### YOUR TASK
Type out every line below exactly as it reads.

### DATA
■ ■ ■ ■ ■ ■ ■

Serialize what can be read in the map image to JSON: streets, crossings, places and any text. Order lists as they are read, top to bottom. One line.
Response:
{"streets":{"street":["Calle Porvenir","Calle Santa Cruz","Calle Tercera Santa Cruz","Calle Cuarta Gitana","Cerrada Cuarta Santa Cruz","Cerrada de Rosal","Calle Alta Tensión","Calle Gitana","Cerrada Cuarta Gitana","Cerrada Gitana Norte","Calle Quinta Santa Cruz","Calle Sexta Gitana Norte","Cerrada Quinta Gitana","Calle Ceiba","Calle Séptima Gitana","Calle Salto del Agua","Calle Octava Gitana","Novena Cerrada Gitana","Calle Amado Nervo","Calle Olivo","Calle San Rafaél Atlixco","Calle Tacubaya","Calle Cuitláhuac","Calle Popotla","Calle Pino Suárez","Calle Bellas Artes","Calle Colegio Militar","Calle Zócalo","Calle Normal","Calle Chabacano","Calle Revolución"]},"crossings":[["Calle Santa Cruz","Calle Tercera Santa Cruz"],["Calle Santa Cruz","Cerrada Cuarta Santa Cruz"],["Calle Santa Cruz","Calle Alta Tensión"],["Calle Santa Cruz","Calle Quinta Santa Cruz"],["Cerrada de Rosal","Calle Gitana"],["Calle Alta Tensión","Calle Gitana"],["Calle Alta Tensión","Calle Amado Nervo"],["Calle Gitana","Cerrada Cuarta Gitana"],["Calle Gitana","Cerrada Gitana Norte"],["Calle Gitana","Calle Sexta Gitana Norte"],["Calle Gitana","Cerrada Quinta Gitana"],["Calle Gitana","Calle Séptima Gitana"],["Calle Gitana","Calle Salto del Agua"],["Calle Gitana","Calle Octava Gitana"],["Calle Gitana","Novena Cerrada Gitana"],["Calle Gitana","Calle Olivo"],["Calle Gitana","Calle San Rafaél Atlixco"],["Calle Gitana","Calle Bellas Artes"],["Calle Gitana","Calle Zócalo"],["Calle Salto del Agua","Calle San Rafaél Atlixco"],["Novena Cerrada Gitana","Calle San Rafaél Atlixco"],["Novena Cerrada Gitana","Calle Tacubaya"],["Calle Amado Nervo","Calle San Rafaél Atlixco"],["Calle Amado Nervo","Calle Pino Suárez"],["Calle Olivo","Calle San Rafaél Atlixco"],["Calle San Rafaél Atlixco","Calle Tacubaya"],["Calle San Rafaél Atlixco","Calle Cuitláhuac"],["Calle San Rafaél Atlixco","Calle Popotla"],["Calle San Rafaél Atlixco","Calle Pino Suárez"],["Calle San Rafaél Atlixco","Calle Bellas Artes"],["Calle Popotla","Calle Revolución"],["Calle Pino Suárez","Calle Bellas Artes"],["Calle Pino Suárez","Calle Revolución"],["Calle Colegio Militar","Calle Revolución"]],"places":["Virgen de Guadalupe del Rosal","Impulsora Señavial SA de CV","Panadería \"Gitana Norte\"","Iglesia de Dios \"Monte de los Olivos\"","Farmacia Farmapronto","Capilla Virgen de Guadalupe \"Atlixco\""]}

■ ■ ■ ■ ■ ■ ■

### WRITTEN SOLUTION
Serialize what can be read in the map image to JSON: streets, crossings, places and any text. Order lists as they are read, top to bottom. One line.
Response:
{"streets":{"street":["Calle Porvenir","Calle Santa Cruz","Calle Tercera Santa Cruz","Calle Cuarta Gitana","Cerrada Cuarta Santa Cruz","Cerrada de Rosal","Calle Alta Tensión","Calle Gitana","Cerrada Cuarta Gitana","Cerrada Gitana Norte","Calle Quinta Santa Cruz","Calle Sexta Gitana Norte","Cerrada Quinta Gitana","Calle Ceiba","Calle Séptima Gitana","Calle Salto del Agua","Calle Octava Gitana","Novena Cerrada Gitana","Calle Amado Nervo","Calle Olivo","Calle San Rafaél Atlixco","Calle Tacubaya","Calle Cuitláhuac","Calle Popotla","Calle Pino Suárez","Calle Bellas Artes","Calle Colegio Militar","Calle Zócalo","Calle Normal","Calle Chabacano","Calle Revolución"]},"crossings":[["Calle Santa Cruz","Calle Tercera Santa Cruz"],["Calle Santa Cruz","Cerrada Cuarta Santa Cruz"],["Calle Santa Cruz","Calle Alta Tensión"],["Calle Santa Cruz","Calle Quinta Santa Cruz"],["Cerrada de Rosal","Calle Gitana"],["Calle Alta Tensión","Calle Gitana"],["Calle Alta Tensión","Calle Amado Nervo"],["Calle Gitana","Cerrada Cuarta Gitana"],["Calle Gitana","Cerrada Gitana Norte"],["Calle Gitana","Calle Sexta Gitana Norte"],["Calle Gitana","Cerrada Quinta Gitana"],["Calle Gitana","Calle Séptima Gitana"],["Calle Gitana","Calle Salto del Agua"],["Calle Gitana","Calle Octava Gitana"],["Calle Gitana","Novena Cerrada Gitana"],["Calle Gitana","Calle Olivo"],["Calle Gitana","Calle San Rafaél Atlixco"],["Calle Gitana","Calle Bellas Artes"],["Calle Gitana","Calle Zócalo"],["Calle Salto del Agua","Calle San Rafaél Atlixco"],["Novena Cerrada Gitana","Calle San Rafaél Atlixco"],["Novena Cerrada Gitana","Calle Tacubaya"],["Calle Amado Nervo","Calle San Rafaél Atlixco"],["Calle Amado Nervo","Calle Pino Suárez"],["Calle Olivo","Calle San Rafaél Atlixco"],["Calle San Rafaél Atlixco","Calle Tacubaya"],["Calle San Rafaél Atlixco","Calle Cuitláhuac"],["Calle San Rafaél Atlixco","Calle Popotla"],["Calle San Rafaél Atlixco","Calle Pino Suárez"],["Calle San Rafaél Atlixco","Calle Bellas Artes"],["Calle Popotla","Calle Revolución"],["Calle Pino Suárez","Calle Bellas Artes"],["Calle Pino Suárez","Calle Revolución"],["Calle Colegio Militar","Calle Revolución"]],"places":["Virgen de Guadalupe del Rosal","Impulsora Señavial SA de CV","Panadería \"Gitana Norte\"","Iglesia de Dios \"Monte de los Olivos\"","Farmacia Farmapronto","Capilla Virgen de Guadalupe \"Atlixco\""]}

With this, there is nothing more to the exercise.